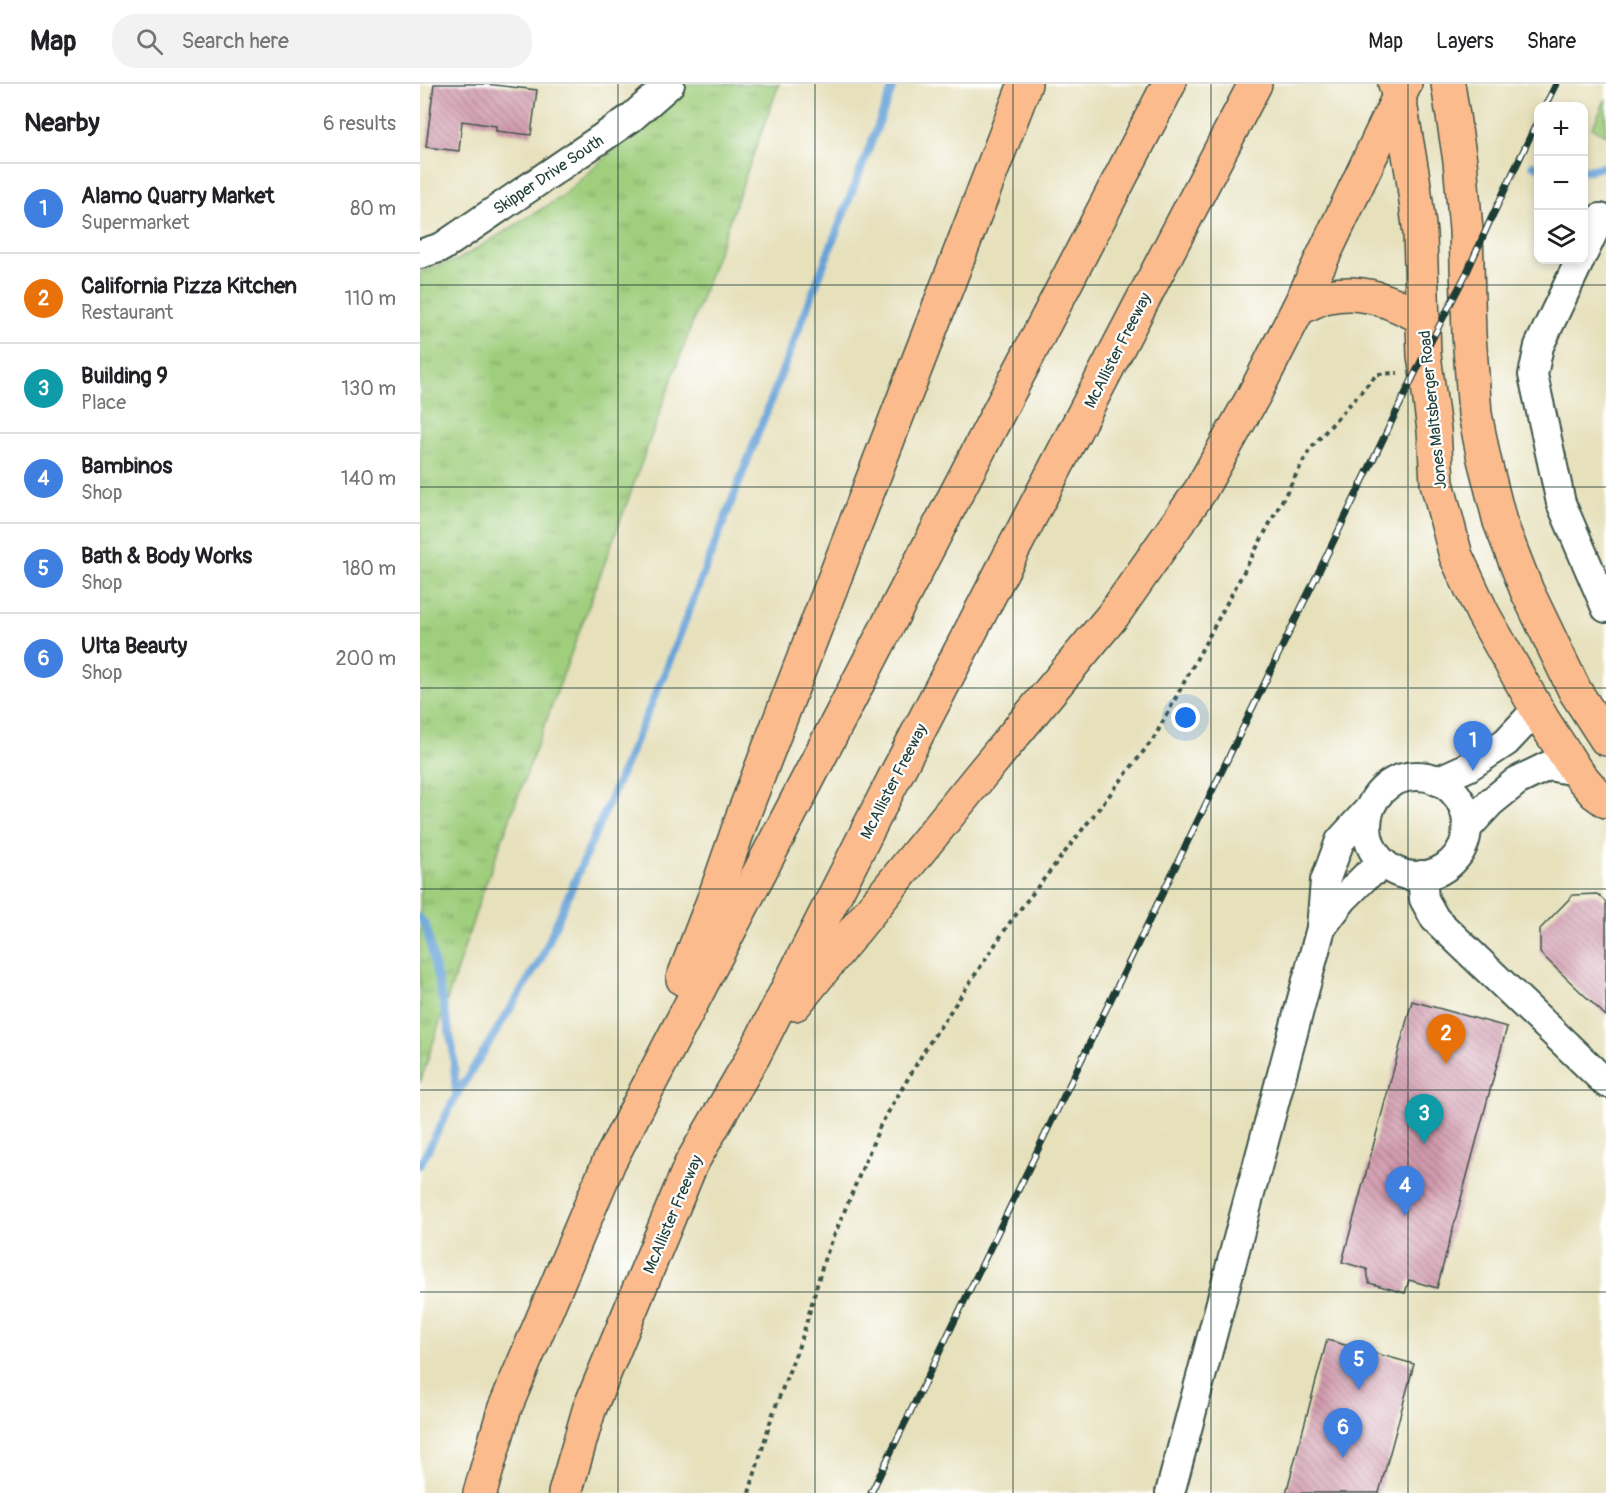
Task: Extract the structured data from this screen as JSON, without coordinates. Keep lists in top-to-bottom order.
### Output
{
  "streets": {
    "main road": ["McAllister Freeway", "Jones Maltsberger Road"],
    "street": ["Skipper Drive South"]
  },
  "page": {
    "header": "Map",
    "search": "Search here",
    "nav": ["Map", "Layers", "Share"],
    "heading": ["Nearby", "6 results"],
    "map_buttons": ["+", "−"],
    "list": [
      {
        "mark": "1",
        "name": "Alamo Quarry Market",
        "note": "Supermarket",
        "value": "80 m"
      },
      {
        "mark": "2",
        "name": "California Pizza Kitchen",
        "note": "Restaurant",
        "value": "110 m"
      },
      {
        "mark": "3",
        "name": "Building 9",
        "note": "Place",
        "value": "130 m"
      },
      {
        "mark": "4",
        "name": "Bambinos",
        "note": "Shop",
        "value": "140 m"
      },
      {
        "mark": "5",
        "name": "Bath & Body Works",
        "note": "Shop",
        "value": "180 m"
      },
      {
        "mark": "6",
        "name": "Ulta Beauty",
        "note": "Shop",
        "value": "200 m"
      }
    ],
    "pins": [
      "1",
      "2",
      "3",
      "4",
      "5",
      "6"
    ]
  }
}
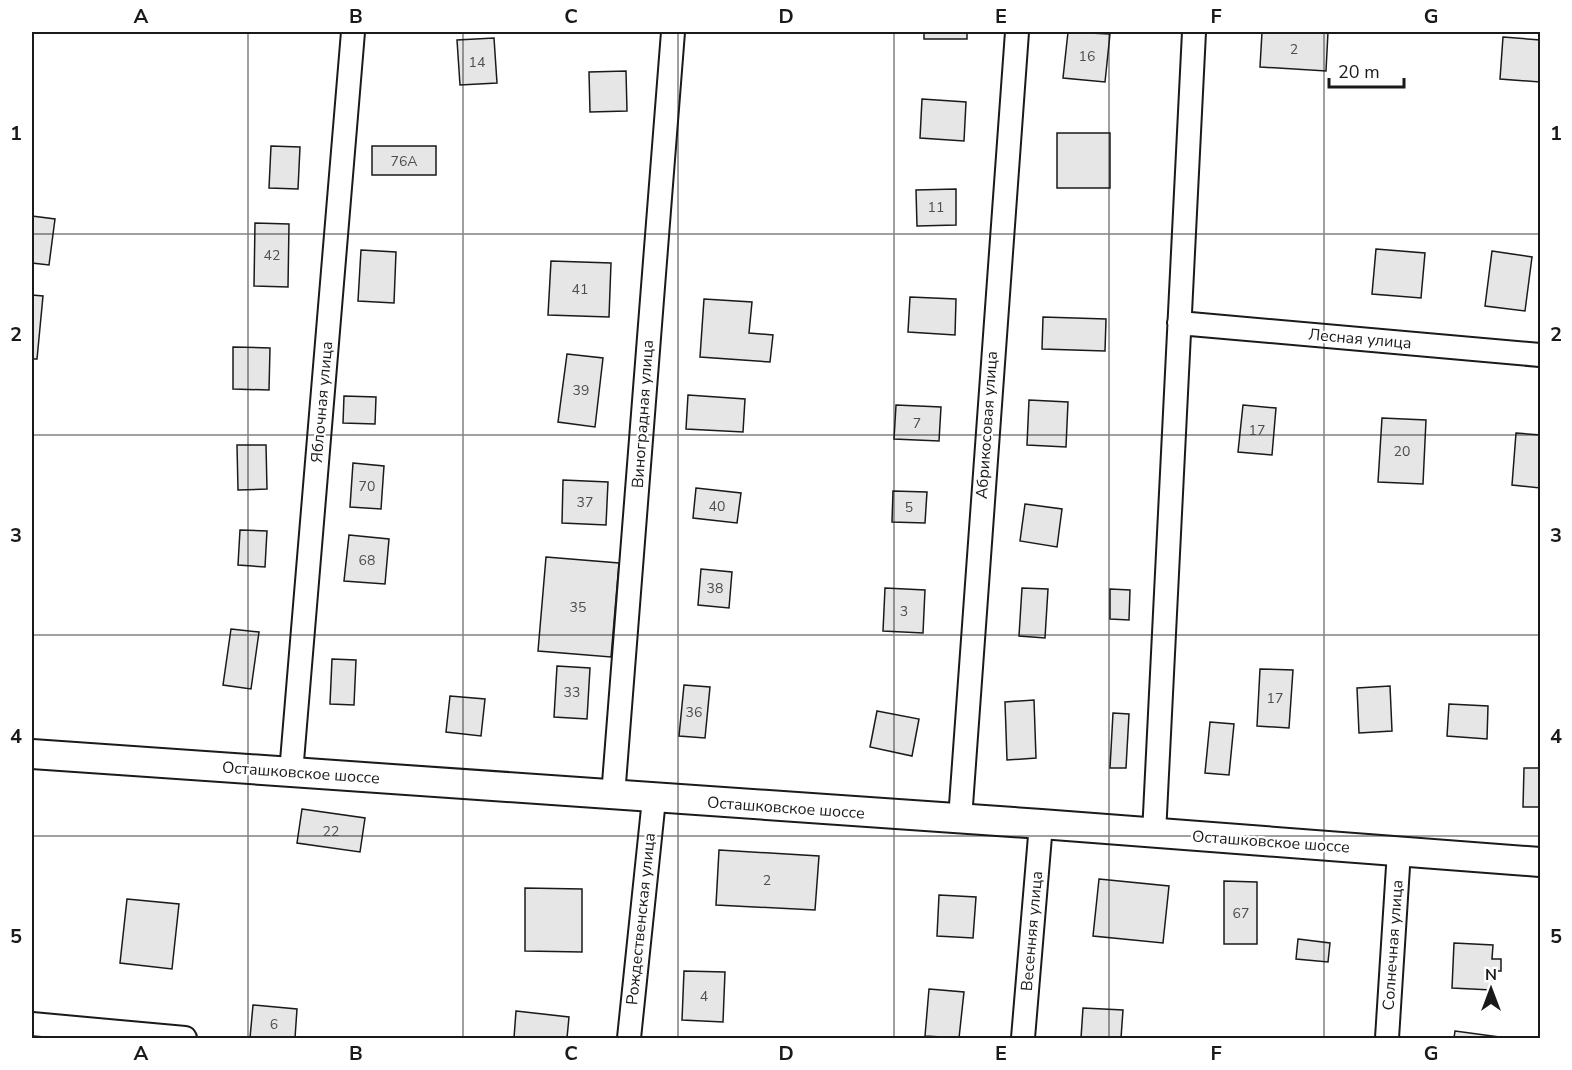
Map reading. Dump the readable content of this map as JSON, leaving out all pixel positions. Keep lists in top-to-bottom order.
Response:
{
  "streets": {
    "street": [
      "Лесная улица",
      "Яблочная улица",
      "Виноградная улица",
      "Абрикосовая улица",
      "Осташковское шоссе",
      "Рождественская улица",
      "Весенняя улица",
      "Солнечная улица"
    ]
  },
  "crossings": [
    ["Яблочная улица", "Осташковское шоссе"],
    ["Виноградная улица", "Осташковское шоссе"],
    ["Абрикосовая улица", "Осташковское шоссе"],
    ["Осташковское шоссе", "Рождественская улица"],
    ["Осташковское шоссе", "Весенняя улица"],
    ["Осташковское шоссе", "Солнечная улица"]
  ],
  "house_numbers": [
    "2",
    "16",
    "14",
    "76А",
    "11",
    "42",
    "41",
    "39",
    "7",
    "17",
    "20",
    "70",
    "37",
    "40",
    "5",
    "68",
    "38",
    "35",
    "3",
    "33",
    "17",
    "36",
    "22",
    "2",
    "67",
    "4",
    "6"
  ],
  "scale_bar": "20 m",
  "north": "top",
  "grid": {
    "columns": [
      "A",
      "B",
      "C",
      "D",
      "E",
      "F",
      "G"
    ],
    "rows": [
      "1",
      "2",
      "3",
      "4",
      "5"
    ]
  }
}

Work instruction — Pictures aside, please output the whole listing exactly as it appears above.

Your solution —
Task: Extract the structured data from this screen as JSON, without coordinates. Keep lists in top-to-bottom order.
### Output
{
  "streets": {
    "main road": ["McAllister Freeway", "Jones Maltsberger Road"],
    "street": ["Skipper Drive South"]
  },
  "page": {
    "header": "Map",
    "search": "Search here",
    "nav": ["Map", "Layers", "Share"],
    "heading": ["Nearby", "6 results"],
    "map_buttons": ["+", "−"],
    "list": [
      {
        "mark": "1",
        "name": "Alamo Quarry Market",
        "note": "Supermarket",
        "value": "80 m"
      },
      {
        "mark": "2",
        "name": "California Pizza Kitchen",
        "note": "Restaurant",
        "value": "110 m"
      },
      {
        "mark": "3",
        "name": "Building 9",
        "note": "Place",
        "value": "130 m"
      },
      {
        "mark": "4",
        "name": "Bambinos",
        "note": "Shop",
        "value": "140 m"
      },
      {
        "mark": "5",
        "name": "Bath & Body Works",
        "note": "Shop",
        "value": "180 m"
      },
      {
        "mark": "6",
        "name": "Ulta Beauty",
        "note": "Shop",
        "value": "200 m"
      }
    ],
    "pins": [
      "1",
      "2",
      "3",
      "4",
      "5",
      "6"
    ]
  }
}
Map reading. Dump the readable content of this map as JSON, leaving out all pixel positions. Keep lists in top-to-bottom order.
Response:
{
  "streets": {
    "street": [
      "Лесная улица",
      "Яблочная улица",
      "Виноградная улица",
      "Абрикосовая улица",
      "Осташковское шоссе",
      "Рождественская улица",
      "Весенняя улица",
      "Солнечная улица"
    ]
  },
  "crossings": [
    ["Яблочная улица", "Осташковское шоссе"],
    ["Виноградная улица", "Осташковское шоссе"],
    ["Абрикосовая улица", "Осташковское шоссе"],
    ["Осташковское шоссе", "Рождественская улица"],
    ["Осташковское шоссе", "Весенняя улица"],
    ["Осташковское шоссе", "Солнечная улица"]
  ],
  "house_numbers": [
    "2",
    "16",
    "14",
    "76А",
    "11",
    "42",
    "41",
    "39",
    "7",
    "17",
    "20",
    "70",
    "37",
    "40",
    "5",
    "68",
    "38",
    "35",
    "3",
    "33",
    "17",
    "36",
    "22",
    "2",
    "67",
    "4",
    "6"
  ],
  "scale_bar": "20 m",
  "north": "top",
  "grid": {
    "columns": [
      "A",
      "B",
      "C",
      "D",
      "E",
      "F",
      "G"
    ],
    "rows": [
      "1",
      "2",
      "3",
      "4",
      "5"
    ]
  }
}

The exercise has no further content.